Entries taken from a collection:
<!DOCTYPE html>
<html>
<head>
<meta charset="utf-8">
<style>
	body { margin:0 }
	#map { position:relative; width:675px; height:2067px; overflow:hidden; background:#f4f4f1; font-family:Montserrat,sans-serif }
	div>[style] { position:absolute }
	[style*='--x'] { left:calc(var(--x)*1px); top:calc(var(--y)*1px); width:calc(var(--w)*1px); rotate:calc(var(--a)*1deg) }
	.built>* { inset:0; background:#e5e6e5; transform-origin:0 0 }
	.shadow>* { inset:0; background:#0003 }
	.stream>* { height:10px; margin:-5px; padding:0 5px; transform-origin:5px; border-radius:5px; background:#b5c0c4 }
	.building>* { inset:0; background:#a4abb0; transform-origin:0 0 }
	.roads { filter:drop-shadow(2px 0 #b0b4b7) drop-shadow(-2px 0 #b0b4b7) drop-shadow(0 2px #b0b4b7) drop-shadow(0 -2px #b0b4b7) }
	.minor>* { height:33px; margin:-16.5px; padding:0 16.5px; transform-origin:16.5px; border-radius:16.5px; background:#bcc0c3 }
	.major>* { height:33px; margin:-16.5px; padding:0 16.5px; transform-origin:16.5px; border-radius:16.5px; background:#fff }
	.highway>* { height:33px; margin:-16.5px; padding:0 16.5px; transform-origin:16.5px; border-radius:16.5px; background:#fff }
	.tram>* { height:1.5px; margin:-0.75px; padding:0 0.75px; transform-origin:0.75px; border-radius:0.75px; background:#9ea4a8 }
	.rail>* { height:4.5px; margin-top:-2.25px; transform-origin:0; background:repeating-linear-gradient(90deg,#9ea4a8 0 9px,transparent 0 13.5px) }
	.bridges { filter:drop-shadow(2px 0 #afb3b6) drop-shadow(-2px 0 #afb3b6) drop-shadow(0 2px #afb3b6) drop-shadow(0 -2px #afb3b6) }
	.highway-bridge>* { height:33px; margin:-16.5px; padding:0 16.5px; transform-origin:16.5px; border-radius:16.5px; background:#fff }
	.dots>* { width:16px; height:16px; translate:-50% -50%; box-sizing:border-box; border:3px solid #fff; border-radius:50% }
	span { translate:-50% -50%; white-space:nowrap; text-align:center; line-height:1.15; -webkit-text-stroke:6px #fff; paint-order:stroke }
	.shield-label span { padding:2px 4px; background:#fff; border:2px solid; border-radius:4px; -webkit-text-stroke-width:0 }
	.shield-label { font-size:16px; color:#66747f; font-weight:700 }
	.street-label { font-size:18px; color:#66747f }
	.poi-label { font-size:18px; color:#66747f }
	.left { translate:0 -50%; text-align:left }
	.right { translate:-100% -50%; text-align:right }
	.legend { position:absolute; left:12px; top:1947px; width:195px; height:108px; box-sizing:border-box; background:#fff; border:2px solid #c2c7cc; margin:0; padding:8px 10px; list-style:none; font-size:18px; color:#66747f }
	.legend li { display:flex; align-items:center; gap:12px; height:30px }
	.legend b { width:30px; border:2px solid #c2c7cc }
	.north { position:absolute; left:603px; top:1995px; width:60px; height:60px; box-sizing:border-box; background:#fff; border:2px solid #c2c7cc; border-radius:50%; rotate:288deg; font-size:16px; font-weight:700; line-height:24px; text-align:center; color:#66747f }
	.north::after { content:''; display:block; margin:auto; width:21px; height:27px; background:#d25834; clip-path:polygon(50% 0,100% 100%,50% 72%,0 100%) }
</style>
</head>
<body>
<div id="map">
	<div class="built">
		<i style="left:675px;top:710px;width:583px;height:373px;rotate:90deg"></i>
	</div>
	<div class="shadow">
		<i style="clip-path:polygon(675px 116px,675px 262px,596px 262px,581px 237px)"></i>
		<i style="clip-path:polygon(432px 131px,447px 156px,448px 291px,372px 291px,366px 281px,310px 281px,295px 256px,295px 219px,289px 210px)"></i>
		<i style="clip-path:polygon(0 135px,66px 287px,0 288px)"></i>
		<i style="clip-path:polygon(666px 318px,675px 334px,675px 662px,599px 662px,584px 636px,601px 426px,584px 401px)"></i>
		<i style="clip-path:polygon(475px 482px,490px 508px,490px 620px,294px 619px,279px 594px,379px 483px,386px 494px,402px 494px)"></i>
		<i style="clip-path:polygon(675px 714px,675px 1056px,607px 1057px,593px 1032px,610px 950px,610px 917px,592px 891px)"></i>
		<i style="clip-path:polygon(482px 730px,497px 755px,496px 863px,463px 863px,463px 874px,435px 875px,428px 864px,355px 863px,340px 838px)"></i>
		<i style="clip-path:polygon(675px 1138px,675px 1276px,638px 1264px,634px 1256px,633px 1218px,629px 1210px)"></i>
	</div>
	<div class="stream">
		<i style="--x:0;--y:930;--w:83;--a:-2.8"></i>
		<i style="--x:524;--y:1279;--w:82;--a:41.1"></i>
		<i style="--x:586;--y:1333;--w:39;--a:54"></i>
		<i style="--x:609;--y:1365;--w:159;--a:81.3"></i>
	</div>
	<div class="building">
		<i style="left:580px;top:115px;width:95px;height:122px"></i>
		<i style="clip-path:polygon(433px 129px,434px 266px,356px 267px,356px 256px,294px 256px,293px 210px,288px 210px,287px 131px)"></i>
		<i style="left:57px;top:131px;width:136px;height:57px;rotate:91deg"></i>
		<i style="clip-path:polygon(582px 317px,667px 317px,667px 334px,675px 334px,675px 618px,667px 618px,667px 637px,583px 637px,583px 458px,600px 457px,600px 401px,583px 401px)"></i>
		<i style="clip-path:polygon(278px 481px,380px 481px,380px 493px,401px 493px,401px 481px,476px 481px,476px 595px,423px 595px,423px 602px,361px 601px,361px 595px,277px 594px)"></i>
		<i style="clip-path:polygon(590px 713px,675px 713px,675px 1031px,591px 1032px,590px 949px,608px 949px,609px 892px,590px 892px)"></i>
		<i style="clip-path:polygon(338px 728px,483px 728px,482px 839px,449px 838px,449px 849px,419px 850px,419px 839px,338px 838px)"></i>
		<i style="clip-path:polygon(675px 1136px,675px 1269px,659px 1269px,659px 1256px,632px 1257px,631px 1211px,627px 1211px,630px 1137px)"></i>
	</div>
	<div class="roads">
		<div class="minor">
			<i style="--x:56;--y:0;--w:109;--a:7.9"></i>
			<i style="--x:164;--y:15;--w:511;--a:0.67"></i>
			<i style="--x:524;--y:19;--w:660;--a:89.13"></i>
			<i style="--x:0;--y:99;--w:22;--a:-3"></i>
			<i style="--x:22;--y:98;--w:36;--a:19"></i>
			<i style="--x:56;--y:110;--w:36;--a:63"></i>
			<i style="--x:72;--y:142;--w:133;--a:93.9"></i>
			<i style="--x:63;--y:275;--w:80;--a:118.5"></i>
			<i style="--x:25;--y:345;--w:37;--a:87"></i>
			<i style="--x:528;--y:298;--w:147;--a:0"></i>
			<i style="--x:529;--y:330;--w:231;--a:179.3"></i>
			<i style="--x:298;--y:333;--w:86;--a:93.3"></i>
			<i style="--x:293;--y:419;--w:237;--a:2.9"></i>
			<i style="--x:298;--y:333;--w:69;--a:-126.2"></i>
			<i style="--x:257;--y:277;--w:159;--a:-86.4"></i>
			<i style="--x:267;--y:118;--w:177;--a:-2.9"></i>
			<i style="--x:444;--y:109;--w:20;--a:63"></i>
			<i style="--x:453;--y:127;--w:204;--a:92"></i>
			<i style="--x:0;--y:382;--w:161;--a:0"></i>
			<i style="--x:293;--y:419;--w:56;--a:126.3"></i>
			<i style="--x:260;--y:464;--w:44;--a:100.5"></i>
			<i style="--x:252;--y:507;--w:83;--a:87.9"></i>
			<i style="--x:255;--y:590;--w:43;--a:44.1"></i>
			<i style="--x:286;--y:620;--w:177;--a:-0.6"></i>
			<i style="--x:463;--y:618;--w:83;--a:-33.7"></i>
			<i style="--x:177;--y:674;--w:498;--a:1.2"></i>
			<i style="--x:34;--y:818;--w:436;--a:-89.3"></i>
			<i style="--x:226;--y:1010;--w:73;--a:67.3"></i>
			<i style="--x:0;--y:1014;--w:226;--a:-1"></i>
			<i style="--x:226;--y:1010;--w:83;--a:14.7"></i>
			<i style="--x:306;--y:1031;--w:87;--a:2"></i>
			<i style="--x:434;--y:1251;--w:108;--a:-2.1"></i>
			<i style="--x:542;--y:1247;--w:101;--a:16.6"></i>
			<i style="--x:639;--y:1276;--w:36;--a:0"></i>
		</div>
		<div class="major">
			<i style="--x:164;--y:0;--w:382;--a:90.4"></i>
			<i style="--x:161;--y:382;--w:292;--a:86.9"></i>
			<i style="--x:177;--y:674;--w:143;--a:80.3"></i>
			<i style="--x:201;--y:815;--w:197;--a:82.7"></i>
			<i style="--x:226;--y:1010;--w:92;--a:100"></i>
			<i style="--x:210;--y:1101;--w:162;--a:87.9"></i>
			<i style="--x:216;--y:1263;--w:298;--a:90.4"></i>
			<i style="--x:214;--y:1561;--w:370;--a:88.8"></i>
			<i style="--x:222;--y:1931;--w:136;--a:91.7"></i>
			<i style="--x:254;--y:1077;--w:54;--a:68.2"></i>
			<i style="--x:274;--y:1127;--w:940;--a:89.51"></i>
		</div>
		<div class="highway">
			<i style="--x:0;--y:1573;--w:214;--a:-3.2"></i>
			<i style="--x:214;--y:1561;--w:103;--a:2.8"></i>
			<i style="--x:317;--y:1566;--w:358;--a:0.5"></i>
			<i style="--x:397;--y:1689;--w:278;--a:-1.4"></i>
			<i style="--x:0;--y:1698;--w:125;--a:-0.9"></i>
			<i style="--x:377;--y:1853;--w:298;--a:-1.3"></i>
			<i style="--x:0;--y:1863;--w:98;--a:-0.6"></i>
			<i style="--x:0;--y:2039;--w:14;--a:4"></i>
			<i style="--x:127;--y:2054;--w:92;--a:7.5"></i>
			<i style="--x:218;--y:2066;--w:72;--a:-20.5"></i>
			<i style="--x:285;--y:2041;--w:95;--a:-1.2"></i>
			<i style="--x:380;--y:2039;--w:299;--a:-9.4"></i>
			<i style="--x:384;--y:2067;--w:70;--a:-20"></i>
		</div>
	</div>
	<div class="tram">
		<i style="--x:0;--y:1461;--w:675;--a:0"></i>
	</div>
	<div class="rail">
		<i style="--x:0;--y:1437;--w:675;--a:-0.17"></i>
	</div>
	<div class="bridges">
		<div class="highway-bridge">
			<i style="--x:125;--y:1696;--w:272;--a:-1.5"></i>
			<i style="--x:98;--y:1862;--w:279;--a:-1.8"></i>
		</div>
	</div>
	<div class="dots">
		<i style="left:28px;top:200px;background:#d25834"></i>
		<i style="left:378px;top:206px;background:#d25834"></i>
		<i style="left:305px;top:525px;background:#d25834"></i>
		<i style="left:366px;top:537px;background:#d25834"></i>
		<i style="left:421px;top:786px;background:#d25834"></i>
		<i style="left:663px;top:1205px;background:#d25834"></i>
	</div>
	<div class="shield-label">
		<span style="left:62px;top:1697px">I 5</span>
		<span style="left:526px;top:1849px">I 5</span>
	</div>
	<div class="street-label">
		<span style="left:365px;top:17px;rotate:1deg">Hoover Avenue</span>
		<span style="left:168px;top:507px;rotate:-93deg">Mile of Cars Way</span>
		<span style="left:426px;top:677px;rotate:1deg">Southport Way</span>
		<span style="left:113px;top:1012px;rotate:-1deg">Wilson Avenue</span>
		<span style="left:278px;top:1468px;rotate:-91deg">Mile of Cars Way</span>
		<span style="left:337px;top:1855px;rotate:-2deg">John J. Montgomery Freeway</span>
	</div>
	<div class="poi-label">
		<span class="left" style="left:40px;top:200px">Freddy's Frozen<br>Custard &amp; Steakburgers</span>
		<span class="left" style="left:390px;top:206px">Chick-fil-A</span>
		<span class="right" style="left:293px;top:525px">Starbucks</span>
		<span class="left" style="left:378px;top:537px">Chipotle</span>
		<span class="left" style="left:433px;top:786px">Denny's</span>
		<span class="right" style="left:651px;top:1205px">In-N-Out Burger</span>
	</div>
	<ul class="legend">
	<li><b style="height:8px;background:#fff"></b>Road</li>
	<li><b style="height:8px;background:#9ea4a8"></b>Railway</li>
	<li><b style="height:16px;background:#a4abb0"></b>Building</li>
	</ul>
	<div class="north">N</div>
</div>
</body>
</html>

BRIEF:
Each line of the data that has the string "roads" should be returned.

EXERCISE RESPONSE:
	.roads { filter:drop-shadow(2px 0 #b0b4b7) drop-shadow(-2px 0 #b0b4b7) drop-shadow(0 2px #b0b4b7) drop-shadow(0 -2px #b0b4b7) }
	<div class="roads">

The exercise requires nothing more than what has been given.